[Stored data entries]
Content starts

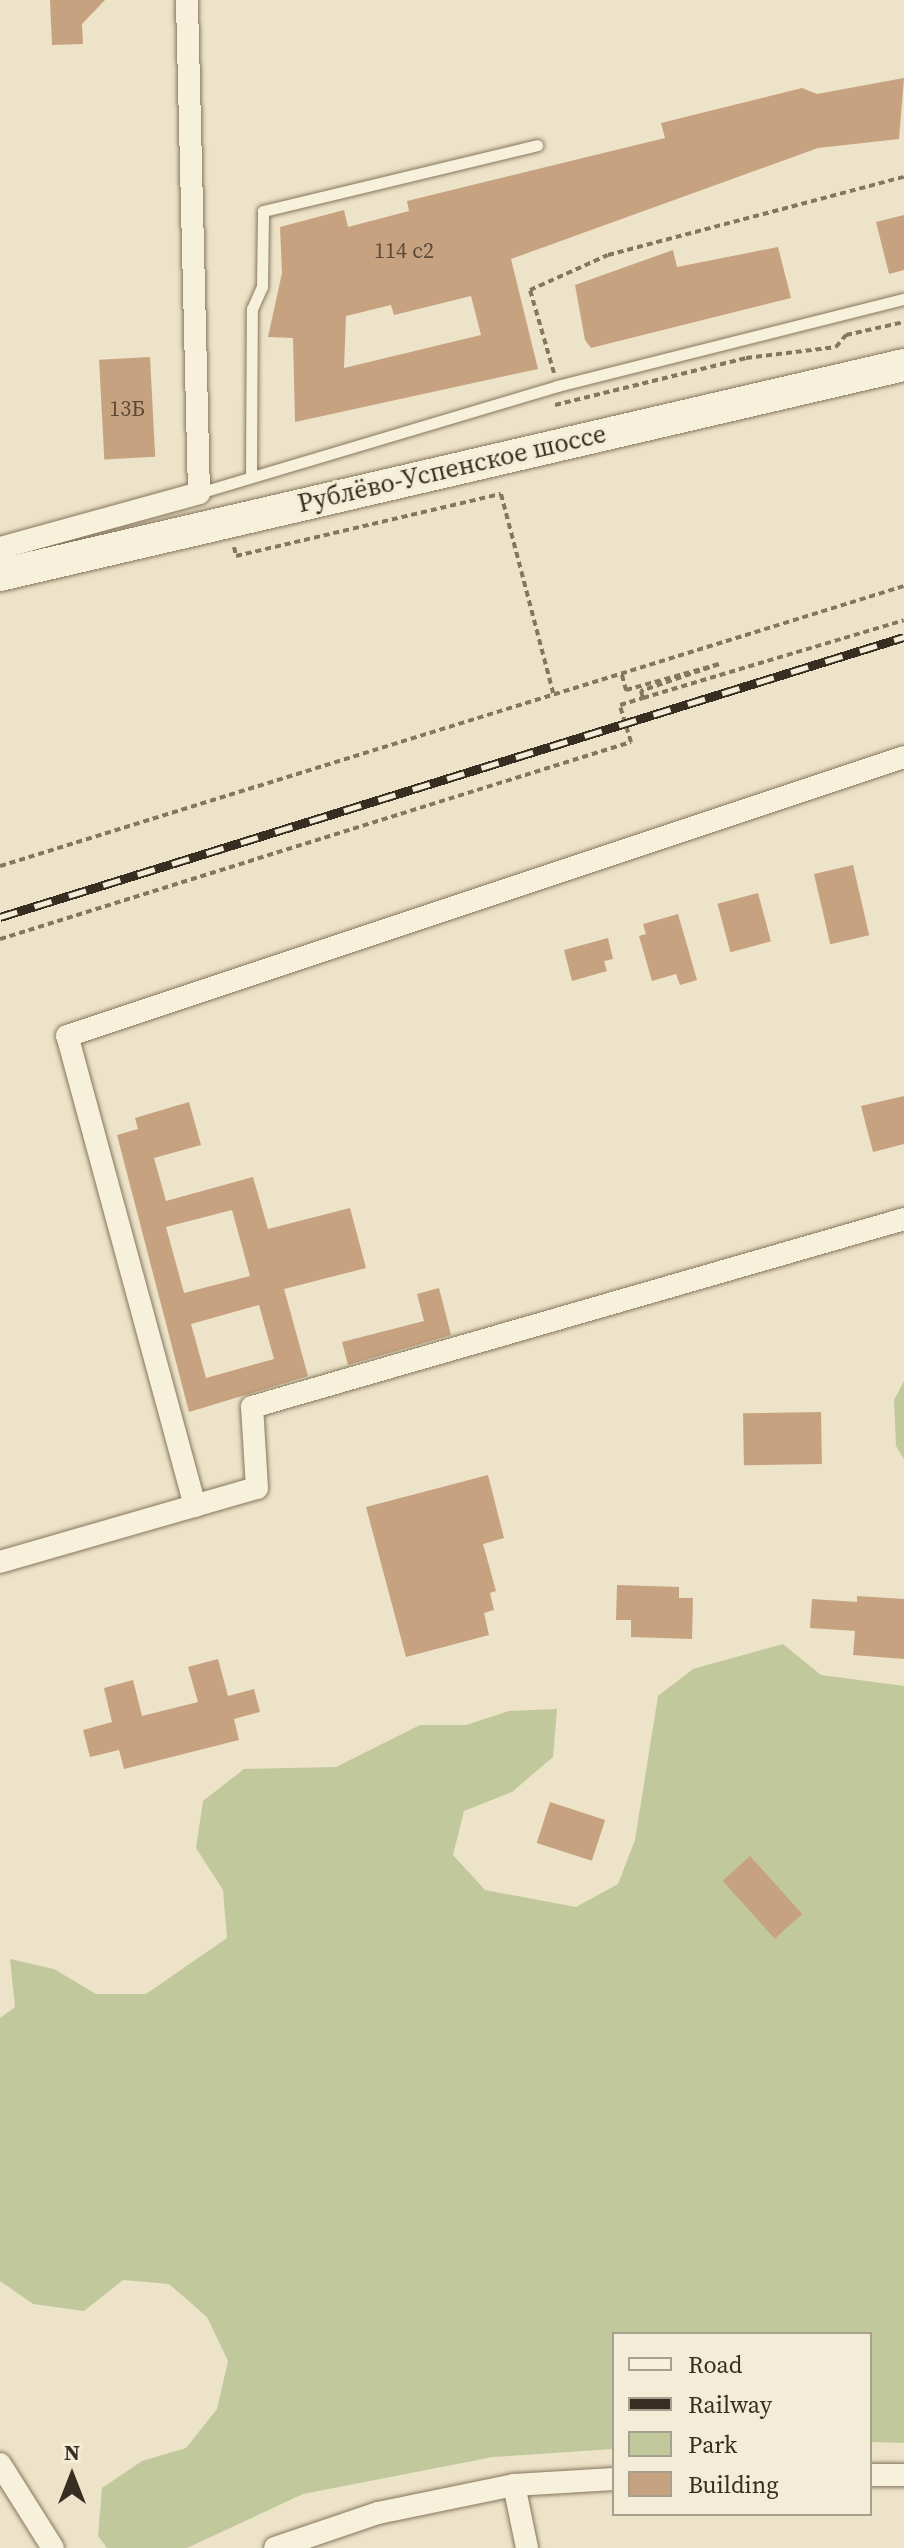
<!DOCTYPE html>
<meta charset="utf-8">
<style>
body{margin:0}
#map{position:relative;width:904px;height:2548px;overflow:hidden;background:#ece3c8;font-family:"Source Serif 4",serif}
div>[style]{position:absolute}
[style*='--x']{left:calc(var(--x)*1px);top:calc(var(--y)*1px);width:calc(var(--w)*1px);rotate:calc(var(--a)*1deg)}
.green>*{inset:0;background:#c1c99c}
.building>*{inset:0;background:#c7a280;transform-origin:0 0}
.path>*{height:4px;margin-top:-2px;transform-origin:0;background:repeating-linear-gradient(90deg,#86765e 0 6px,transparent 0 10px)}
.roads{filter:drop-shadow(0 0 2px #86765e) drop-shadow(0 0 2px #86765e)}
.service>*{height:11px;margin:-5.5px;padding:0 5.5px;transform-origin:5.5px;border-radius:5.5px;background:#f7f0da}
.minor>*{height:22px;margin:-11px;padding:0 11px;transform-origin:11px;border-radius:11px;background:#f7f0da}
.secondary>*{height:32px;margin:-16px;padding:0 16px;transform-origin:16px;border-radius:16px;background:#f7f0da}
.rail>*{height:9px;margin-top:-4.5px;transform-origin:0;background:repeating-linear-gradient(90deg,#f3edd7 0 18px,#382d21 0 36px);box-sizing:border-box;border-block:2px solid #382d21}
span{translate:-50% -50%;white-space:nowrap;text-align:center;line-height:1.15;-webkit-text-stroke:6px #f3edd7;paint-order:stroke}
.number-label{font-size:22px;color:#5c4a39}
.number-label span{-webkit-text-stroke-width:0}
.street-label{font-size:26px;color:#382d21}
.legend{position:absolute;left:612px;top:2332px;width:260px;height:184px;box-sizing:border-box;background:#f3edd7;border:2px solid #a8a08e;margin:0;padding:10px 14px;list-style:none;font-size:24px;color:#382d21}
.legend li{display:flex;align-items:center;gap:16px;height:40px}
.legend b{width:40px;border:2px solid #a8a08e}
.north{position:absolute;left:32px;top:2436px;width:80px;height:80px;-webkit-text-stroke:6px #f3edd7;paint-order:stroke;rotate:0deg;font-size:22px;font-weight:700;line-height:32px;text-align:center;color:#382d21}
.north::after{content:'';display:block;margin:auto;width:28px;height:36px;background:#382d21;clip-path:polygon(50% 0,100% 100%,50% 72%,0 100%)}
</style>
<div id="map">
<div class="green">
<div style="clip-path:polygon(904px 1381px,904px 1459px,896px 1446px,894px 1400px)"></div>
<div style="clip-path:polygon(783px 1644px,821px 1675px,904px 1686px,904px 2443px,870px 2442px,870px 2334px,614px 2334px,614px 2449px,493px 2457px,303px 2494px,187px 2548px,107px 2548px,98px 2536px,102px 2488px,142px 2461px,186px 2448px,217px 2409px,228px 2361px,207px 2317px,169px 2284px,123px 2280px,84px 2311px,33px 2304px,0 2281px,0 2018px,15px 2007px,10px 1959px,54px 1969px,96px 1994px,146px 1994px,227px 1938px,223px 1890px,196px 1848px,203px 1801px,244px 1769px,336px 1767px,420px 1725px,466px 1725px,509px 1711px,557px 1709px,553px 1757px,512px 1792px,464px 1811px,453px 1855px,485px 1890px,576px 1907px,618px 1884px,635px 1840px,658px 1696px,693px 1669px)"></div>
</div>
<div class="building">
<div style="clip-path:polygon(50px 0,105px 0,82px 24px,83px 44px,52px 45px)"></div>
<div style="clip-path:polygon(evenodd,904px 78px,899px 139px,818px 148px,511px 259px,538px 369px,295px 422px,293px 338px,268px 337px,282px 273px,280px 227px,344px 210px,348px 227px,409px 211px,407px 201px,665px 138px,661px 123px,802px 88px,817px 94px,904px 78px,471px 296px,481px 335px,344px 368px,346px 316px,391px 305px,394px 315px,471px 296px)"></div>
<div style="clip-path:polygon(904px 215px,904px 270px,889px 274px,876px 222px)"></div>
<div style="clip-path:polygon(778px 247px,791px 298px,591px 348px,585px 340px,575px 285px,673px 250px,677px 267px)"></div>
<div style="left:150px;top:357px;width:100px;height:51px;rotate:87deg"></div>
<div style="left:853px;top:865px;width:72px;height:40px;rotate:77deg"></div>
<div style="left:758px;top:893px;width:50px;height:42px;rotate:75deg"></div>
<div style="clip-path:polygon(678px 914px,697px 980px,680px 985px,676px 974px,652px 981px,639px 936px,646px 934px,643px 924px)"></div>
<div style="clip-path:polygon(608px 938px,613px 959px,604px 961px,607px 971px,572px 981px,564px 950px)"></div>
<div style="clip-path:polygon(904px 1096px,904px 1144px,873px 1152px,861px 1106px)"></div>
<div style="clip-path:polygon(evenodd,189px 1102px,201px 1145px,154px 1158px,166px 1201px,253px 1177px,268px 1229px,350px 1208px,366px 1268px,284px 1289px,308px 1376px,189px 1412px,117px 1135px,138px 1129px,135px 1118px,189px 1102px,232px 1210px,250px 1276px,184px 1293px,166px 1227px,232px 1210px,189px 1102px,259px 1305px,274px 1359px,206px 1378px,191px 1324px,259px 1305px)"></div>
<div style="clip-path:polygon(439px 1288px,451px 1335px,348px 1365px,342px 1342px,424px 1321px,417px 1294px)"></div>
<div style="left:821px;top:1412px;width:52px;height:78px;rotate:89deg"></div>
<div style="clip-path:polygon(488px 1475px,504px 1538px,483px 1544px,496px 1591px,490px 1593px,494px 1610px,484px 1613px,489px 1635px,406px 1657px,366px 1507px)"></div>
<div style="clip-path:polygon(617px 1585px,679px 1587px,679px 1598px,693px 1598px,692px 1639px,631px 1637px,631px 1620px,616px 1620px)"></div>
<div style="clip-path:polygon(857px 1596px,904px 1599px,904px 1659px,853px 1655px,855px 1631px,810px 1628px,812px 1599px,857px 1602px)"></div>
<div style="clip-path:polygon(218px 1659px,228px 1696px,254px 1689px,260px 1712px,234px 1719px,239px 1740px,124px 1769px,119px 1750px,90px 1757px,83px 1730px,112px 1722px,104px 1688px,133px 1680px,142px 1716px,198px 1702px,188px 1667px)"></div>
<div style="left:550px;top:1802px;width:58px;height:43px;rotate:18deg"></div>
<div style="left:750px;top:1856px;width:78px;height:37px;rotate:48deg"></div>
</div>
<div class="path">
<div style="--x:554;--y:373;--w:86;--a:-106.1"></div>
<div style="--x:530;--y:290;--w:85;--a:-24.2"></div>
<div style="--x:608;--y:255;--w:306;--a:-14.8"></div>
<div style="--x:555;--y:405;--w:197;--a:-13.8"></div>
<div style="--x:746;--y:358;--w:91;--a:-7"></div>
<div style="--x:836;--y:347;--w:16;--a:-50"></div>
<div style="--x:846;--y:335;--w:59;--a:-12.6"></div>
<div style="--x:234;--y:547;--w:9;--a:77"></div>
<div style="--x:236;--y:556;--w:272;--a:-13.2"></div>
<div style="--x:501;--y:494;--w:209;--a:75.3"></div>
<div style="--x:622;--y:675;--w:16;--a:75"></div>
<div style="--x:626;--y:690;--w:97;--a:-15.6"></div>
<div style="--x:719;--y:664;--w:83;--a:160.9"></div>
<div style="--x:641;--y:691;--w:7;--a:74"></div>
<div style="--x:643;--y:698;--w:272;--a:-16.6"></div>
<div style="--x:0;--y:866;--w:946;--a:-17.21"></div>
<div style="--x:0;--y:939;--w:661;--a:-17.34"></div>
<div style="--x:631;--y:742;--w:39;--a:-107"></div>
<div style="--x:620;--y:705;--w:24;--a:-17"></div>
</div>
<div class="roads">
<div class="service">
<div style="--x:251;--y:477;--w:168;--a:-89.7"></div>
<div style="--x:252;--y:309;--w:24;--a:-66"></div>
<div style="--x:262;--y:287;--w:76;--a:-89.2"></div>
<div style="--x:263;--y:211;--w:282;--a:-13.5"></div>
<div style="--x:199;--y:493;--w:374;--a:-16.6"></div>
<div style="--x:557;--y:386;--w:358;--a:-14.1"></div>
</div>
<div class="minor">
<div style="--x:0;--y:548;--w:206;--a:-15.4"></div>
<div style="--x:199;--y:493;--w:493;--a:-91.4"></div>
<div style="--x:195;--y:1506;--w:487;--a:-105.2"></div>
<div style="--x:67;--y:1036;--w:882;--a:-18.43"></div>
<div style="--x:0;--y:1562;--w:267;--a:-16.1"></div>
<div style="--x:257;--y:1488;--w:81;--a:-93.5"></div>
<div style="--x:252;--y:1407;--w:679;--a:-16.08"></div>
<div style="--x:0;--y:2464;--w:99;--a:57.8"></div>
<div style="--x:870;--y:2475;--w:34;--a:0"></div>
<div style="--x:514;--y:2485;--w:64;--a:78.3"></div>
<div style="--x:275;--y:2548;--w:109;--a:-18.8"></div>
<div style="--x:378;--y:2513;--w:139;--a:-11.6"></div>
<div style="--x:514;--y:2485;--w:100;--a:-3.4"></div>
</div>
<div class="secondary">
<div style="--x:0;--y:575;--w:928;--a:-13.08"></div>
</div>
</div>
<div class="rail">
<div style="--x:0;--y:917;--w:946;--a:-17.21"></div>
</div>
<div class="number-label">
<span style="left:404px;top:251px">114 с2</span>
<span style="left:127px;top:409px">13Б</span>
</div>
<div class="street-label">
<span style="left:452px;top:469px;rotate:-13deg">Рублёво-Успенское шоссе</span>
</div>
<ul class="legend">
<li><b style="height:10px;background:#f7f0da"></b>Road</li>
<li><b style="height:10px;background:#382d21"></b>Railway</li>
<li><b style="height:22px;background:#c1c99c"></b>Park</li>
<li><b style="height:22px;background:#c7a280"></b>Building</li>
</ul>
<div class="north">N</div>
</div>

Content ends

In the entries above, tally the lines that hold the string "service" and give only the count.

# Result
2